# Basic recall training



## charliesfamily (Jan 26, 2016)

Does anyone have any training tips to pass along for me and my 17 month old V? I took him to a puppy class a year ago and let's just say that he, Charlie, wasn't a star pupil. I really want to take him to the local dog park but worry that he won't come to me, when he's called. He can be food motivated at times but if there's a distraction, whether it be a bird, squirrel or blowing leaf, he completely ignores me. Obviously I can't take him to the dog park until he comes to his name. Can you offer me any suggestions and/or training tips? I've had dogs in the past but none that were so easily distracted. Thank you for any and all help.


----------



## tknafox2 (Apr 2, 2013)

This is an old link from Olivejosh12
but it served me very well. And is truly a 30 min lesson.
Today i don't use a plastic whistle, i just blow a little tune with my lips, and he comes running from where ever he is.


Best way of training recall mid-chase?
the way I trained Olive with the whistle was really simple (I have since been complimented on how well behaved, trained and responsive she is to it)

I got some small treats and stood next to her and blew the whistle twice - then gave her a treat. I did this several times. she then started associating the whistle with a treat.

I would get her to wait and I would walk away step by step at a time each step blowing whistle and calling her to me - each time she would get a treat. 

then you remove the voice commands and just use the whistle.

she learnt this in about 30mins and its a god send!

to get her to stop on whistle I taught her to 'Stop' first. using her lead and again treats I would be walking and then stop, saying 'stop' - repeat, repeat, repeat.
then remove lead - keep her close and do the same each time letting her get further away.

then introduce the whistle (one blow) and voice command and expand the gap again. I would practice them all individually and make sure you have each command on its own perfect.

we taught her basic recall which was tested the other day when she chased some sheep (she came straight back to me after one call) my fiance and I stood a few meters apart and would call her between us again treats are good but they love loads of OTT praise so we didnt always use treats - only every now and again. we then increased the gap.

not only do they get tired physically but also mentally. 

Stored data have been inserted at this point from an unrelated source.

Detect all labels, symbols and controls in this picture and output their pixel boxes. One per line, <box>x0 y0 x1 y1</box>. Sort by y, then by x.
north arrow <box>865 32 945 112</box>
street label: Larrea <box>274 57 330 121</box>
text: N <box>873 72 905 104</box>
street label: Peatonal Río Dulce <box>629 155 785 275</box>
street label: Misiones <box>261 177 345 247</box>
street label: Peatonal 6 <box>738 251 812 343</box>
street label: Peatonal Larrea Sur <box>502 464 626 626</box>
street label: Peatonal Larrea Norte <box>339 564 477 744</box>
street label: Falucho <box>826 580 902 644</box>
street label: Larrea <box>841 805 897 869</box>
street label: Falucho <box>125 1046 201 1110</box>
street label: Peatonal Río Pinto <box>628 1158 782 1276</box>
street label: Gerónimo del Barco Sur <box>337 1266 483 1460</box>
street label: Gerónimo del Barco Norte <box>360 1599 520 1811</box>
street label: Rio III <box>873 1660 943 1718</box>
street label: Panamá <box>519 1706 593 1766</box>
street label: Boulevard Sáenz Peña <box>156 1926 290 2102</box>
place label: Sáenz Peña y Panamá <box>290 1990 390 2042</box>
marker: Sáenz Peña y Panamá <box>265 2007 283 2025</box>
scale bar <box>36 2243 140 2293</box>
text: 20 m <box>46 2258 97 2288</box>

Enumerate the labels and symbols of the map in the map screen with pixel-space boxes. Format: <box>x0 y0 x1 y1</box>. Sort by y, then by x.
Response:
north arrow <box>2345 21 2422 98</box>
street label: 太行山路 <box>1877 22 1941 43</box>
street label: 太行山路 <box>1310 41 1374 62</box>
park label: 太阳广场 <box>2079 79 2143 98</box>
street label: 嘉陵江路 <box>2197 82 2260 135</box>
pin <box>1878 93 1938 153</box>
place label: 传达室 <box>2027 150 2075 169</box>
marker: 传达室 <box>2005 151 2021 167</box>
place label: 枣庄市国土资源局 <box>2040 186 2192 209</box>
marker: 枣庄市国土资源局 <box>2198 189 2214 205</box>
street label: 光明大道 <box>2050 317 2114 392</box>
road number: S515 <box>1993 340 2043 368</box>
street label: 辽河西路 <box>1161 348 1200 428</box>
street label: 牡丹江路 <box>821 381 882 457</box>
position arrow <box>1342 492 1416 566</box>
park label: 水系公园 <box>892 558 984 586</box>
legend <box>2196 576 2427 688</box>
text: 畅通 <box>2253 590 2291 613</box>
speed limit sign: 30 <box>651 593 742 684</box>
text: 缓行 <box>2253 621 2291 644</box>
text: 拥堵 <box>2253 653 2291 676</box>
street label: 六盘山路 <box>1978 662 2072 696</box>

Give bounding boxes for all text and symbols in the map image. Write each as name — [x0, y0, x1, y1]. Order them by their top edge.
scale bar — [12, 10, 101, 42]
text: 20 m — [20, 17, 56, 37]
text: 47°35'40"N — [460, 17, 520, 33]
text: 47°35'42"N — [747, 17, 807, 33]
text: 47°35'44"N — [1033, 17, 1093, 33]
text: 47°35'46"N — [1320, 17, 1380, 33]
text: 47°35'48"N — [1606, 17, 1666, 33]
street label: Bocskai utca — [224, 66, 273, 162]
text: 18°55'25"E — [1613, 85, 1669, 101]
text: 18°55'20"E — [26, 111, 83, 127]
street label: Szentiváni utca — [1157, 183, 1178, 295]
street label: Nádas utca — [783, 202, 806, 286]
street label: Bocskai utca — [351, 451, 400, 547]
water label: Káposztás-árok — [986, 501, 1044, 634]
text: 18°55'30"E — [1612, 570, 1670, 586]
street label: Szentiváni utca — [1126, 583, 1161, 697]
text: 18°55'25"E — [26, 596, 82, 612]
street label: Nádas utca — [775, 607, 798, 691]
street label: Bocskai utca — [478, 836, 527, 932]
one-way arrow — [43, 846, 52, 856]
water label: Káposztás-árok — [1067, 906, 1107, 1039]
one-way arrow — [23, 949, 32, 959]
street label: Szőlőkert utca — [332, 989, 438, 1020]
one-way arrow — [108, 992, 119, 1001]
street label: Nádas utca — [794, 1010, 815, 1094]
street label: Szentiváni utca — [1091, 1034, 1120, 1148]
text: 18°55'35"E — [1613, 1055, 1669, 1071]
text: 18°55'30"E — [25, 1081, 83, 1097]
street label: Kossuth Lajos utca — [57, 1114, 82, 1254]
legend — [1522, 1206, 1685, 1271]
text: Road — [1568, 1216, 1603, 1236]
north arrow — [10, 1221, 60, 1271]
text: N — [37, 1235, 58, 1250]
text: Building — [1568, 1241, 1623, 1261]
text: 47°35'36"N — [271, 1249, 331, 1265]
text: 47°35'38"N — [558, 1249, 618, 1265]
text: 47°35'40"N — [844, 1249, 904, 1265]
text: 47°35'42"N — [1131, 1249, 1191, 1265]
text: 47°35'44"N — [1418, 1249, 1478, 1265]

love training my girl - so rewarding watching her learn and try her hardest for me.


----------



## gingerling (Jun 20, 2015)

I'm not a fan of clickers and whistles, there's something unnatural about them, and when trained to them, you have to always have one, and frankly, in the case of whistles, it's really intrusive into other people's space. 

You can use the same basic approach with the word "Come!", paired with a wave and/or by pointing to the ground in front of you. What you want is to teach the meaning of the word and pair it with her reaction and a reward. The absolute easiest way to do this is to just be aware when she naturally comes to you and start saying the word, so she associates the word to her action, and reward her when she gets to you. Within a day she'll get it, and then you want to practice the same thing outside, increasing the amount of activity and stimulation.


----------



## tknafox2 (Apr 2, 2013)

Since we used a whistle to train Fergy, which was actually, for when we were out hunting and needed to communicate our commands at a distance, I can now just blow a whistle tune with my lips, and he returns to me... I really prefer it to yelling "here"(our word is not come) across a field. 
With Olivejosh12's method, you wouldn't even need to use a plastic whistle, you could even start with a mouth blow whistle, or tune, or use the word come if you wanted. It is just that using a word might not get their attention if they are focused on something else, where as a distinctive/recognized sound brings them out of their moment... at least it works for me.


----------



## charliesfamily (Jan 26, 2016)

Thank you for the great suggestions. I'm going to see what I can do with the info you've given me. I really appreciate it. Wish me luck!


----------



## texasred (Jan 29, 2012)

TNK
I'm with you on the whistle, over someone yelling across a field. Not to mention the whistle carries farther than our voice. Maybe it has something to do with, I don't like yelling of any form, even away from the dogs. If someone is a yeller, I've always distanced myself from them.
While I still use a whistle, I will sometimes just use the tone on the dogs collar. Its to get mine to look to me for direction, or to work closer to me. I like the peace, and serenity of being outdoors with the dogs, and someone yelling, or too much whistle takes away from that.


----------